The second story, though not criminal but no less indicative is connected with the ambassador of our other neighboring country, Romania. He recently made a statement that was extremely impartial for the Moldovan public: «If I could open vaccination centers at the embassies, I would not vaccinate Moldovan citizens against COVID, I would probably vaccinate them against primitive Moldovenism or against those feelings inherited from Soviet times that they possess for Romania in a certain moment. " Subsequently, the diplomat tried to justify himself, but in the end, he only exacerbated the situation when uttering many different clichés within the framework of the well-known concept “one people - one language”.
Needless to say, it is almost impossible to imagine such statements on the part of a diplomatic representative in any other state, especially when it comes to seemingly "fraternal" countries.
One can of course, say these are only partial episodes but they clearly outline tendencies in Moldova's relations with its neighbors. The internal weakness of our republic, torn apart by endless crises, the lack of will and state thinking among political elites who are unable to defend the country's position, prompts Romania and Ukraine to use this to their advantage. There’s a growing impression they have no attitude towards Moldova as an equal partner on their part, either they have no desire to take into account its interests. All this gets aggravated by attempts to directly interfere in our republic’s internal affairs.
After all, Bucharest constantly seeks imposing an anti-Moldovan, unionist agenda, and fuels the corresponding sentiment. Enough recalling the way Romanian Academy criticized Moldovan language promotion last year, calling it "ideological manipulation" and "a product of Soviet propaganda." Along with, the neighboring state’s ethno-linguistic chauvinism that is tied to the idea of promoting Moldovan statehood’s elimination meets no resistance from official authorities (pro-Western or “pro-Moldovan”). Moreover, the country continues to freely register unionist formations; one of the latter is a branch of the Alliance for the Unification of Romanians.
As for Ukraine, despite politicians and diplomats’ protocol words, the real relations between the two countries are far from mutual respect. It has long openly neglected Moldovan interests, which is clearly manifested when constructing for example hydroelectric power plants on the Dniester. The latter threatens Moldova with ecological and humanitarian catastrophe but Kiev is in no hurry to abandon implementing this project, destructive for us.
As colleagues already noted, for the Ukrainian side, only joint coordination on the geopolitical perimeter is of real interest in the dialogue with Chisinau. Our republic is viewed as a potential partner needed to confront Russia and its influence, including by putting pressure on the separatist Transdniestria, squeezing out the contingent of Russian troops from there, actively participating in the so-called Crimean Platform.

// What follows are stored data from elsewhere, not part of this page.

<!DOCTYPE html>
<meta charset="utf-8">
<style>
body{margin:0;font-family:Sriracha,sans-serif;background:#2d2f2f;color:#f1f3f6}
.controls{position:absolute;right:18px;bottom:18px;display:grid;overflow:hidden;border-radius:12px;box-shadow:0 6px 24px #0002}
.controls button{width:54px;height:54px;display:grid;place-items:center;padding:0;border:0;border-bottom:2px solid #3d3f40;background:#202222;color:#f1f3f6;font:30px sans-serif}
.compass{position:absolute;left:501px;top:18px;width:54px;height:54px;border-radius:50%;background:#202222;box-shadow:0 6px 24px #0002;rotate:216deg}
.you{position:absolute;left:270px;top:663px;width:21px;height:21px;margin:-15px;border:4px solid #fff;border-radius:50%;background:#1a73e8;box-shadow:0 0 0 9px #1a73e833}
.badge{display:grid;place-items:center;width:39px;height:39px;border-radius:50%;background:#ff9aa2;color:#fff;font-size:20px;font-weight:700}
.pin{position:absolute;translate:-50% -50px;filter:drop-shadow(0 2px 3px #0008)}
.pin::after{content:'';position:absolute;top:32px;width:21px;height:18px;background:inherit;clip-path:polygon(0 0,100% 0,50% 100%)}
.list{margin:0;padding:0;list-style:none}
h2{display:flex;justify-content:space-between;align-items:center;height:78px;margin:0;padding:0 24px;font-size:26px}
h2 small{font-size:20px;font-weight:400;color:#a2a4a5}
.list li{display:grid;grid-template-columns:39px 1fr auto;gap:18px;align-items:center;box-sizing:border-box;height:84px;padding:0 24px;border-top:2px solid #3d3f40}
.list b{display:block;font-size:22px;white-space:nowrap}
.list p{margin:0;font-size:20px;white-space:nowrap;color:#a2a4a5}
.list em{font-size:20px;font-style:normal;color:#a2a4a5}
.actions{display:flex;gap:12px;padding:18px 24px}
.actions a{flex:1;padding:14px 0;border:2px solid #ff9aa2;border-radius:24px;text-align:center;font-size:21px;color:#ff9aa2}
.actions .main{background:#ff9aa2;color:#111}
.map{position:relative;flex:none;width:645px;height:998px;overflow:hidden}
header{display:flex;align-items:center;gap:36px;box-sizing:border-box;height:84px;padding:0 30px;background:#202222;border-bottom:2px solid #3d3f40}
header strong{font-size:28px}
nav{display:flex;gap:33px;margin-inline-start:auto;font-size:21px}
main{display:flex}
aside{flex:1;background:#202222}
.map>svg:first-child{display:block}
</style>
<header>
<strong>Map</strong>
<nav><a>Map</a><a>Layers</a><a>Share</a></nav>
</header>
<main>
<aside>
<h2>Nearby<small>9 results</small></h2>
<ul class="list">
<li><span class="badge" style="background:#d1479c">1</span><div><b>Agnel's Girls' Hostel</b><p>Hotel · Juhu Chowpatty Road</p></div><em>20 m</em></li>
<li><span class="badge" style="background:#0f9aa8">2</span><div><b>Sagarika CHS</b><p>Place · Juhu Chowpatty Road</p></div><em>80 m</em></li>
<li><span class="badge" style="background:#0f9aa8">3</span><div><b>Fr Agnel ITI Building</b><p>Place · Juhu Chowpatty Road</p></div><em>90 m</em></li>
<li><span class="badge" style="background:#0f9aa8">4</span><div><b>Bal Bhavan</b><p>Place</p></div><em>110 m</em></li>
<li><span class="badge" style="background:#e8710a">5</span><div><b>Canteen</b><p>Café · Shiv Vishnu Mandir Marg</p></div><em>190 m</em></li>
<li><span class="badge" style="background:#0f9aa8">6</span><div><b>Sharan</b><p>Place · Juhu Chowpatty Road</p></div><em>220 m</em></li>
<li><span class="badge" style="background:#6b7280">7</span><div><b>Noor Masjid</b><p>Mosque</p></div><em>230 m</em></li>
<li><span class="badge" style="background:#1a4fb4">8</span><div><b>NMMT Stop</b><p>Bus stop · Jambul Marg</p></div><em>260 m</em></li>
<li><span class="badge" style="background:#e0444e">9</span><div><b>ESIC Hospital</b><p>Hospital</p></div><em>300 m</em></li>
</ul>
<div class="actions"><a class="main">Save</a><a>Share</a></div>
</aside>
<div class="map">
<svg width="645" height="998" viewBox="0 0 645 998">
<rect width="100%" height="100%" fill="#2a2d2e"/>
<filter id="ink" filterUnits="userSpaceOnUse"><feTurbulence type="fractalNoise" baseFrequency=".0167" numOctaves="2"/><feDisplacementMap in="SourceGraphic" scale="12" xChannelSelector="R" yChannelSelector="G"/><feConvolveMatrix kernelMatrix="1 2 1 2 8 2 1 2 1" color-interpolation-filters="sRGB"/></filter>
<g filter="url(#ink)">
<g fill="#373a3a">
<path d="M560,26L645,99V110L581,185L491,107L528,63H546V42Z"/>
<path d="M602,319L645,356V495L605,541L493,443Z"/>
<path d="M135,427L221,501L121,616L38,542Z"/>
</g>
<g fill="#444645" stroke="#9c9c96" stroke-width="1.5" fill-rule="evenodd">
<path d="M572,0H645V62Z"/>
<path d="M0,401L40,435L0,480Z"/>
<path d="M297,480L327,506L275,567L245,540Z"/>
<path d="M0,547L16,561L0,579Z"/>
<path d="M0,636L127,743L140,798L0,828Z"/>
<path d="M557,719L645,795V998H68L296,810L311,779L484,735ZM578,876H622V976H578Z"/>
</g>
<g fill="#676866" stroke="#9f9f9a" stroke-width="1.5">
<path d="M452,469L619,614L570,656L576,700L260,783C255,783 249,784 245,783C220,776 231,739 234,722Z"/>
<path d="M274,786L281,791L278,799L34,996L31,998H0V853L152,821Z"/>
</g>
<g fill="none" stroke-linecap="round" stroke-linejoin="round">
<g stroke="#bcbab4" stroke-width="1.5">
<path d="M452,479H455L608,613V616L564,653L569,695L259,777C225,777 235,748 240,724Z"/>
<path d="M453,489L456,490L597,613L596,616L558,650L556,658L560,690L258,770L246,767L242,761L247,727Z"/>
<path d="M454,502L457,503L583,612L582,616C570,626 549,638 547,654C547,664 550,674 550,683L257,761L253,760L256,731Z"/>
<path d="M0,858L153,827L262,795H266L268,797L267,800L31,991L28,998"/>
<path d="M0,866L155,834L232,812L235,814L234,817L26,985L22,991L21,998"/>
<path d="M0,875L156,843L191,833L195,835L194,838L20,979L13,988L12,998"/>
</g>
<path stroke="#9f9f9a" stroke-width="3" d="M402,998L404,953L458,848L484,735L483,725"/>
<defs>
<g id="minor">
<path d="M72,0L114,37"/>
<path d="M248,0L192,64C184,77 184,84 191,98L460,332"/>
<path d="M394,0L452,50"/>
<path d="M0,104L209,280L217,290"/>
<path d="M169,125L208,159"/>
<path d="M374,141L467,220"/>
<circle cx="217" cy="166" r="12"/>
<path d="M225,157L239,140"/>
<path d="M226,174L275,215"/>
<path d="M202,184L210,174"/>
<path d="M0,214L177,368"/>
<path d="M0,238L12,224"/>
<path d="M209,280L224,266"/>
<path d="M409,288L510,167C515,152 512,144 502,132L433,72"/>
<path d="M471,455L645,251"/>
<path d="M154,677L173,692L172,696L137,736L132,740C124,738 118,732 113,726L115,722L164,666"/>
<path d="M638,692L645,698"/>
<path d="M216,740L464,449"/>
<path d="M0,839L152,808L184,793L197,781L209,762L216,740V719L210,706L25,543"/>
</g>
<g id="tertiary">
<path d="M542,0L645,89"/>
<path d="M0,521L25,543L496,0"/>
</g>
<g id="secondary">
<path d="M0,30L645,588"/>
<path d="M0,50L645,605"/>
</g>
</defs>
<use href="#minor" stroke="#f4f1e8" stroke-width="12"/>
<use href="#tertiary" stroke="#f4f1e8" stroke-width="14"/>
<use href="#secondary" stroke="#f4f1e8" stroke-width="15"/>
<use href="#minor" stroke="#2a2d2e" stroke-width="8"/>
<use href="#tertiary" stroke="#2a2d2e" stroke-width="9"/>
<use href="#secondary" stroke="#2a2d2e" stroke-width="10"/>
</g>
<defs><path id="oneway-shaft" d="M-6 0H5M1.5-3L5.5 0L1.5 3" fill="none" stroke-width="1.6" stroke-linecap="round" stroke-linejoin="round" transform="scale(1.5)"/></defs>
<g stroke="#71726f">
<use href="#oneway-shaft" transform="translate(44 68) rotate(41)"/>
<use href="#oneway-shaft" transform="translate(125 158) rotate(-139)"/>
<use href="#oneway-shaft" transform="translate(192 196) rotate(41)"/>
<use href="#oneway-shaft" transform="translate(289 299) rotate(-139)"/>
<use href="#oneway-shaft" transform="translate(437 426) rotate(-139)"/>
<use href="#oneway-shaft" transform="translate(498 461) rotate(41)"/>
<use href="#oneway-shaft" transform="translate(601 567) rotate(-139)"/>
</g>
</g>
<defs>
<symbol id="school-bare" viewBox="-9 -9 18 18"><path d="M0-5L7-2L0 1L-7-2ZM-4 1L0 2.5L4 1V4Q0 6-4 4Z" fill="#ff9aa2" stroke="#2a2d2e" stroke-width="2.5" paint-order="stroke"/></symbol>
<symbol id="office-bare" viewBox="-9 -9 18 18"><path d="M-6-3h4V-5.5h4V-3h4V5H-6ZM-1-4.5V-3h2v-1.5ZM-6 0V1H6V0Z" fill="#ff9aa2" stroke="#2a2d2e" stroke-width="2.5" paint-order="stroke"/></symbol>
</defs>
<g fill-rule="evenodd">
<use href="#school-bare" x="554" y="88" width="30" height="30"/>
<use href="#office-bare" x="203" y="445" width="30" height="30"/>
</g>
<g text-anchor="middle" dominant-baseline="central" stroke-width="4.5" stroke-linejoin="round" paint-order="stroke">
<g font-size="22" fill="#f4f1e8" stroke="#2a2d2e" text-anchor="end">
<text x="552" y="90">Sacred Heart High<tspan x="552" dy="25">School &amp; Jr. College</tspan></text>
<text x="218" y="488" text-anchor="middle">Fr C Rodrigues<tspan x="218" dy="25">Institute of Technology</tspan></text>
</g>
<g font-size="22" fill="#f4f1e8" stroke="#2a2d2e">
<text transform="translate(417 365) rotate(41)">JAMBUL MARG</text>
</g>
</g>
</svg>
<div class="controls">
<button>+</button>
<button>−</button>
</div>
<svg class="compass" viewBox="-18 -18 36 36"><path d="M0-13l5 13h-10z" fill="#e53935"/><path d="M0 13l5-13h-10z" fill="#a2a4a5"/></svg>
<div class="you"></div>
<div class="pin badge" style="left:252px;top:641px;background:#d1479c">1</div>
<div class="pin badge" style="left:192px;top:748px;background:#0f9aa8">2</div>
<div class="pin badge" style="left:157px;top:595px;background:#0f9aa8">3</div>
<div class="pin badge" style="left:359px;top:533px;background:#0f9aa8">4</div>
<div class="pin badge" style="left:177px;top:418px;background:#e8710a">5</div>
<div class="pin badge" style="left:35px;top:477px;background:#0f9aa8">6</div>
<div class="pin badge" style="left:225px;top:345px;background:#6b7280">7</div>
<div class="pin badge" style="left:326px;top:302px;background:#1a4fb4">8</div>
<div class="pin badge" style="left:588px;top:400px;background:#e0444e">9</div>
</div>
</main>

However, hardly any of this corresponds to the present Republic of Moldova’s interests, which has always benefited the most from stable relations with both the West and the East.
Restoring ties with neighbors that Maia Sandu announced is an objectively overdue and necessary process (however, it has recently brought only headache for her herself). But at the same time, it is necessary changing the paradigm of these relations consolidating the status of an equal player for Moldova. For this purpose, it is required to firmly stand on one’s own positions and get any diplomat (who does not respect the Moldovan statehood, ethnos and language) vaccinated against "progressive unionism". Thus, we’d instill in our closest partners an understanding of Moldova as a sovereign and subject country.